Um pequeno incidente marcou a chegada desta primavera chuvosa.
A 20 de março, fiz nesta Praça da Liberdade uma pergunta retórica: "Para que
serve o presidente da República?", a que dei uma resposta disfarçada de
conselho: "Não vale responder: para torrar 17 milhões de euros/ano, que é quanto
custa manter a Presidência da República, cujos gastos subiram 31% nos cinco anos
do primeiro mandato de Cavaco".
Esta frase, que gastou 10 cm2 do nosso JN (e usou números publicados e nunca
antes desmentidos), não caiu bem em Belém, que enviou uma clarificação logo
publicada, ocupando 248 cm2 da edição de 21 de março, o que coloca duas
questões.
Faz sentido dar à clarificação de uma frase um espaço 24,8 vezes superior ao
ocupado pela frase que clarifica?
Apesar de um não ser muito tentador, eu respondo que sim.
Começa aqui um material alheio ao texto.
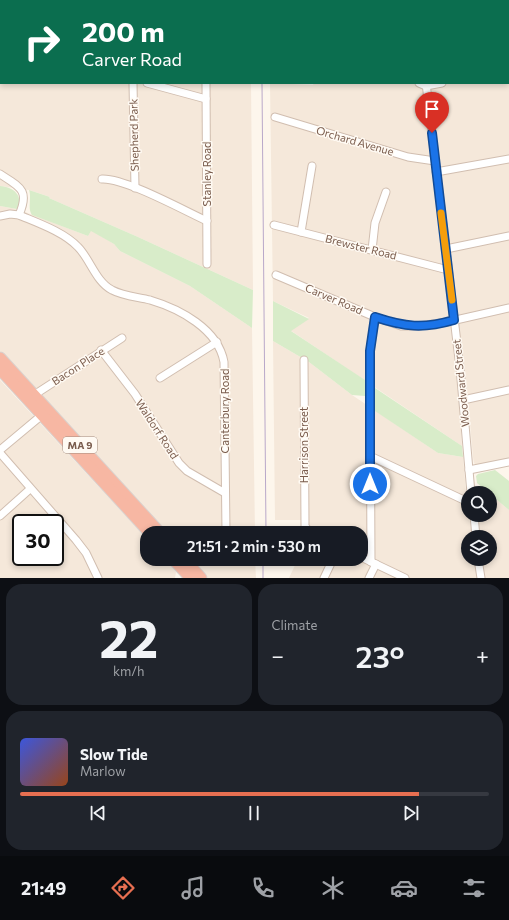 <!DOCTYPE html>
<meta charset="utf-8">
<style>
body{margin:0;font-family:Commissioner,sans-serif;background:#20242c;color:#f1f3f6;height:100vh;display:flex;flex-direction:column;font-size:15px;white-space:nowrap}
*{box-sizing:border-box;margin:0}
p{font-size:13px;color:#9ea1a6}
.icon{flex:none;width:22px;height:22px;fill:none;stroke:currentColor;stroke-width:2;stroke-linecap:round;stroke-linejoin:round}
.map{position:relative;height:578px;overflow:hidden}
.panel{display:flex;flex-direction:column;gap:6px;padding:6px;background:#0d0f14;flex:1}
.panel>*{flex:none}
.banner{position:absolute;left:0px;top:0px;width:509px;height:84px;box-shadow:0 2px 6px #0003;background:#0b6e4f;color:#fff;overflow:hidden}
.controls{position:absolute;left:461px;top:486px;display:grid;gap:8px}
.controls a{display:grid;place-items:center;width:36px;height:36px;border-radius:50%;background:#171b24;box-shadow:0 2px 6px #0003;font-size:20px}
.speed{position:absolute;left:12px;top:514px;display:flex;gap:8px;font-size:20px;font-weight:700;text-align:center}
.speed>*{display:grid;place-content:center;width:52px;height:52px;border-radius:50%;background:#171b24;box-shadow:0 2px 6px #0003;line-height:1}
.speed .limit{border:2px solid #111;border-radius:6px;background:#fff;color:#111}
.pin{position:absolute;display:grid;place-items:center;width:34px;height:34px;color:#fff;margin:-41px -17px;border-radius:50% 50% 50% 0;rotate:-45deg;box-shadow:0 0 4px #0007}
.pin .icon{rotate:45deg}
.me{position:absolute;width:44px;margin:-22px;rotate:0deg;stroke-linejoin:round;filter:drop-shadow(0 0 3px #0008)}
.turn{display:flex;align-items:center;gap:14px;height:84px;padding:0 16px;font-size:18px}
.turn .icon{width:52px;height:52px;stroke-width:2.5}
.turn b{display:block;font-size:28px;line-height:34px}
.big{font-size:30px;font-weight:600;line-height:1.1}
.panel .tile{flex:1;display:flex;flex-direction:column;justify-content:center;gap:6px;min-width:0;padding:0 14px;border-radius:16px;background:#20242c}
.panel .dial{align-items:center;gap:0}
.dial b{font-size:52px;line-height:1}
.song{display:flex;align-items:center;gap:12px}
.cover{width:48px;height:48px;border-radius:6px;background:linear-gradient(135deg,hsl(230 70% 55%),hsl(20 70% 35%))}
.played{height:4px;border-radius:2px;background:linear-gradient(90deg,#e76f51 85%,#363941 85%)}
.keys{display:flex;justify-content:space-around;direction:ltr}
.heat{display:flex;justify-content:space-between;align-items:center;font-size:22px;direction:ltr}
.panel .tiles{flex:1;display:grid;gap:6px;grid-template-columns:1fr 1fr}
.tile:last-child{grid-column:span 2}
.trip{position:absolute;left:140px;top:526px;width:228px;height:40px;border-radius:16px;background:#171b24;box-shadow:0 2px 6px #0003;font-weight:600;line-height:40px;text-align:center}
.tab-bar{display:flex;height:64px;justify-content:space-around;align-items:center;background:#090b0e;color:#9ea1a6}
.tab-bar .icon{width:28px;height:28px}
.tab-bar .on{color:#e76f51}
.tab-bar b{font-size:18px;color:#f1f3f6}
.map>svg:first-child{display:block}
</style>
<div class="map">
<svg width="509" height="578" viewBox="0 0 509 578">
<rect width="100%" height="100%" fill="#fdf6ec"/>
<!-- residential -->
<g fill="#f5e8da" fill-rule="evenodd">
<polygon points="0,0 251,0 1,1 1,83 251,83 253,290 138,237 49,198 50,197 29,190 0,186"/>
<polygon points="440,0 509,0 509,459 476,465 474,463 473,457 469,412 430,83 508,83 508,1 435,1"/>
<polygon points="270,83 313,85 314,83 422,83 439,229 456,351 462,446 290,330 309,318 273,301"/>
<polygon points="0,206 17,209 88,236 91,230 114,244 120,251 190,286 252,328 255,533 165,533 0,351"/>
<polygon points="273,341 309,362 352,395 438,453 463,457 468,515 469,515 472,537 468,537 468,559 475,559 477,578 289,578 298,559 361,559 361,533 311,533 312,530 309,525 308,520 275,520"/>
<path d="M 0,380 L 147,539 L 147,559 L 166,559 L 176,572 L 175,578 L 0,578 ZM 21,523 L 55,523 L 55,557 L 21,557 Z"/>
<polygon points="490,494 509,510 509,578 485,578 483,559 490,559 490,537 480,537 478,515 490,515"/>
<polygon points="190,559 255,559 256,578 208,578"/>
</g>
<!-- green -->
<g fill="#d8ecc9">
<path d="M 0,186 C 13,187 24,195 17,209 L 0,206 Z"/>
<path d="M 29,190 L 50,197 L 49,198 L 138,237 L 253,290 L 252,328 L 190,286 L 120,251 L 114,244 L 91,231 L 88,236 L 32,215 C 27,208 32,199 29,190 Z"/>
<polygon points="273,301 309,319 291,331 365,380 365,396 352,395 309,362 273,341"/>
<polygon points="375,388 462,446 463,457 438,453 375,411"/>
<polygon points="495,470 509,481 509,510 477,483 476,476 478,474"/>
</g>
<g fill="none" stroke-linecap="round" stroke-linejoin="round">
<defs>
<g id="minor">
<polyline points="10,0 11,1"/>
<polyline points="89,0 90,1"/>
<polyline points="203,0 204,1"/>
<polyline points="421,0 421,1"/>
<polyline points="332,1 332,0"/>
<polyline points="508,69 509,69"/>
<polyline points="133,83 135,188"/>
<polyline points="147,83 206,99"/>
<polyline points="206,83 207,264"/>
<polyline points="419,83 426,86 442,83"/>
<polyline points="426,83 460,368 471,493"/>
<polyline points="275,117 408,157 435,161"/>
<polyline points="436,172 509,159"/>
<path d="M 0,174 C 20,187 30,190 19,215"/>
<path d="M 102,179 C 125,178 183,210 207,221"/>
<path d="M 0,216 L 10,214 L 19,215 C 38,223 64,232 78,247 C 90,259 96,282 112,290 C 123,296 138,297 150,300 C 180,309 218,329 224,362 L 226,532"/>
<polyline points="274,225 448,270"/>
<polyline points="301,232 312,166"/>
<polyline points="446,249 509,236"/>
<polyline points="372,250 375,223 386,192"/>
<polyline points="276,275 375,317 401,326 419,326 447,322 509,308"/>
<polyline points="101,350 135,394 179,463 187,471 225,493"/>
<polyline points="304,360 305,526 310,533"/>
<polyline points="160,378 217,342"/>
<polyline points="34,395 122,338"/>
<polyline points="463,400 509,390"/>
<polyline points="0,450 42,415"/>
<polyline points="0,453 76,540 86,553 98,578"/>
<polyline points="370,456 468,502"/>
<polyline points="469,470 509,462"/>
<polyline points="474,515 476,537"/>
<polyline points="0,516 30,489"/>
<polyline points="224,533 252,531"/>
<polyline points="361,557 405,578"/>
<polyline points="478,559 481,578"/>
<polyline points="371,562 370,351 375,317"/>
<polyline points="324,578 333,559"/>
<polyline points="369,578 376,564"/>
</g>
<g id="highway">
<polyline points="0,358 160,533"/>
<polyline points="0,369 150,533"/>
<polyline points="173,559 188,575"/>
<polyline points="184,559 201,578"/>
</g>
</defs>
<!-- minor casing -->
<use href="#minor" stroke="#d1beb0" stroke-width="9"/>
<!-- highway casing -->
<use href="#highway" stroke="#dad1cd" stroke-width="13"/>
<!-- minor -->
<use href="#minor" stroke="#fff" stroke-width="7"/>
<!-- highway -->
<use href="#highway" stroke="#f7b7a3" stroke-width="11"/>
<!-- tram -->
<g stroke="#b9a8c9" stroke-width="1">
<polyline points="261,0 261,1"/>
<polyline points="262,83 266,533"/>
<polyline points="263,559 263,578"/>
</g>
</g>
<g fill="none" stroke-linecap="round" stroke-linejoin="round">
<defs>
<path id="route" d="M 370,484 L 370,351 L 375,317 C 405,327 423,329 454,320 L 432,133"/>
</defs>
<!-- route casing -->
<use href="#route" stroke="#114b97" stroke-width="10"/>
<!-- route -->
<use href="#route" stroke="#1a73e8" stroke-width="7"/>
<!-- slow -->
<polyline stroke="#f59e0b" stroke-width="7" points="441,213 452,300"/>
</g>
<g text-anchor="middle" stroke-width="3" stroke-linejoin="round" paint-order="stroke">
<!-- shield labels -->
<rect fill="#fffaf3" stroke="#a28b7f" stroke-width="1" x="63" y="437" width="34" height="16" rx="3"/>
<g font-size="10" font-weight="bold" fill="#7a5c4d">
<text x="80" y="449">MA 9</text>
</g>
<!-- street labels -->
<g font-size="11" fill="#7a5c4d" stroke="#fffaf3">
<text transform="translate(134 135) rotate(-91)" y="4">Shepherd Park</text>
<text transform="translate(355 141) rotate(16)" y="4">Orchard Avenue</text>
<text transform="translate(207 174) rotate(-90)" y="4">Stanley Road</text>
<text transform="translate(361 247) rotate(14)" y="4">Brewster Road</text>
<text transform="translate(334 299) rotate(23)" y="4">Carver Road</text>
<text transform="translate(78 366) rotate(-33)" y="4">Bacon Place</text>
<text transform="translate(461 383) rotate(-96)" y="4">Woodward Street</text>
<text transform="translate(225 411) rotate(-90)" y="4">Canterbury Road</text>
<text transform="translate(157 429) rotate(57)" y="4">Waldorf Road</text>
<text transform="translate(304 445) rotate(-90)" y="4">Harrison Street</text>
</g>
</g>
</svg>
<div class="controls">
<a><svg class="icon" aria-label="search" viewBox="0 0 24 24"><circle cx="10" cy="10" r="6"/><path d="M15 15l6 6"/></svg></a>
<a><svg class="icon" aria-label="layers" viewBox="0 0 24 24"><path d="M12 4l9 5-9 5-9-5zM3 14l9 5 9-5"/></svg></a>
</div>
<div class="speed"><div class="limit">30</div></div>
<div class="pin" style="left:432px;top:133px;background:#d93025"><svg class="icon" aria-label="arrive" viewBox="0 0 24 24"><path d="M6 21V4h12l-3 4 3 4H6"/></svg></div>
<svg class="me" style="left:370px;top:484px" viewBox="-20 -20 40 40"><circle r="17" fill="#1a73e8" stroke="#fff" stroke-width="3"/><path d="M0-11L8 9 0 5-8 9z" fill="#fff"/></svg>
<div class="trip">21:51 · 2 min · 530 m</div>
<div class="banner">
<div class="turn"><svg class="icon" aria-label="right" viewBox="0 0 24 24"><path d="M7 20v-9h11M14 6l5 5-5 5"/></svg><div><b>200 m</b>Carver Road</div></div>
</div>
</div>
<section class="panel">
<div class="tiles">
<div class="tile dial"><b>22</b><p>km/h</p></div>
<div class="tile"><p>Climate</p>
<div class="heat"><a>−</a><b class="big">23°</b><a>+</a></div>
</div>
<div class="tile">
<div class="song"><i class="cover"></i><div><b>Slow Tide</b><p>Marlow</p></div></div>
<div class="played"></div>
<div class="keys"><svg class="icon" aria-label="previous" viewBox="0 0 24 24"><path d="M18 5L8 12l10 7zM5 5v14"/></svg><svg class="icon" aria-label="pause" viewBox="0 0 24 24"><path d="M8 5v14M16 5v14"/></svg><svg class="icon" aria-label="next" viewBox="0 0 24 24"><path d="M6 5l10 7-10 7zM19 5v14"/></svg></div>
</div>
</div>
</section>
<nav class="tab-bar">
<b>21:49</b>
<svg class="icon on" aria-label="directions" viewBox="0 0 24 24"><path d="M12 3l9 9-9 9-9-9zM9 14v-3h6M13 9l2 2-2 2"/></svg>
<svg class="icon" aria-label="music" viewBox="0 0 24 24"><path d="M9 18V5l10-2v13"/><circle cx="6" cy="18" r="3"/><circle cx="16" cy="16" r="3"/></svg>
<svg class="icon" aria-label="phone" viewBox="0 0 24 24"><path d="M5 4h4l2 5-3 2q2 4 5 5l2-3 5 2v4C11 20 4 13 5 4z"/></svg>
<svg class="icon" aria-label="climate" viewBox="0 0 24 24"><path d="M12 3v18M4 7l16 10M4 17L20 7"/></svg>
<svg class="icon" aria-label="car" viewBox="0 0 24 24"><path d="M5 17H2v-5l4-1 3-4h7l3 4 3 1v5h-3M9 17h6M6 11h13"/><circle cx="7" cy="17" r="2"/><circle cx="17" cy="17" r="2"/></svg>
<svg class="icon" aria-label="filters" viewBox="0 0 24 24"><path d="M4 7h16M4 17h16"/><circle cx="9" cy="7" r="2"/><circle cx="15" cy="17" r="2"/></svg>
</nav>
Sim, porque o
respeito que a Presidência da República (PR) nos deve merecer exige que lhe seja
concedida toda a latitude para esclarecer a maneira como ela gasta os dinheiros
públicos.
Quem tem razão? Eu ou Cavaco? Aqui a resposta certa é os dois. Belém diz que
em 2006, no ano em que Cavaco assumiu funções, o Orçamento da PR foi de 17
milhões de euros. É verdade. Eu digo, em 2006, a verba inscrita no Orçamento
para o funcionamento da PR foi de 14,1 milhões. Também é verdade. Uma coisa é
verba inscrita outra é verba gasta. Belém diz que tem vindo a diminuir as
despesas e compara os 17 milhões, gastos em 2006, com os 15,1 milhões inscritos
no Orçamento 2012. É verdade. Eu digo que comparando o último ano completo de
Sampaio com o primeiro de Cavaco, as despesas de funcionamento da PR subiram
2,53 milhões, ou seja 19%.
Podia estar aqui a gastar cm2 de jornal a fazer comparações, dispondo os
números à luz da perspetiva que melhor ilustra o meu ponto de vista, mas sinto
que não só não posso (o espaço desta crónica é finito: 220 cm2) como também não
devo fazê-lo.
Não sei se deva comparar os 16 milhões de euros que PR portuguesa gastou em
2011 com os 8 milhões de euros gastos nesse ano pela Casa Real espanhola.
Sei que corro o risco de passar por monárquico ao comparar os 1, 6 euros que
Belém custa, em média, a cada português, com os 0,93 euros que a Coroa britânica
custa aos seus súbditos, ou os 55 cêntimos per capita que os suecos pagam para
manter o Carlos XVI Gustavo, rainha Sílvia e respetiva família.
E não quero parecer demagógico ao comparar os 500 funcionários dependentes do
Palácio de Belém com os 400 ao serviço do Palácio de Buckingham.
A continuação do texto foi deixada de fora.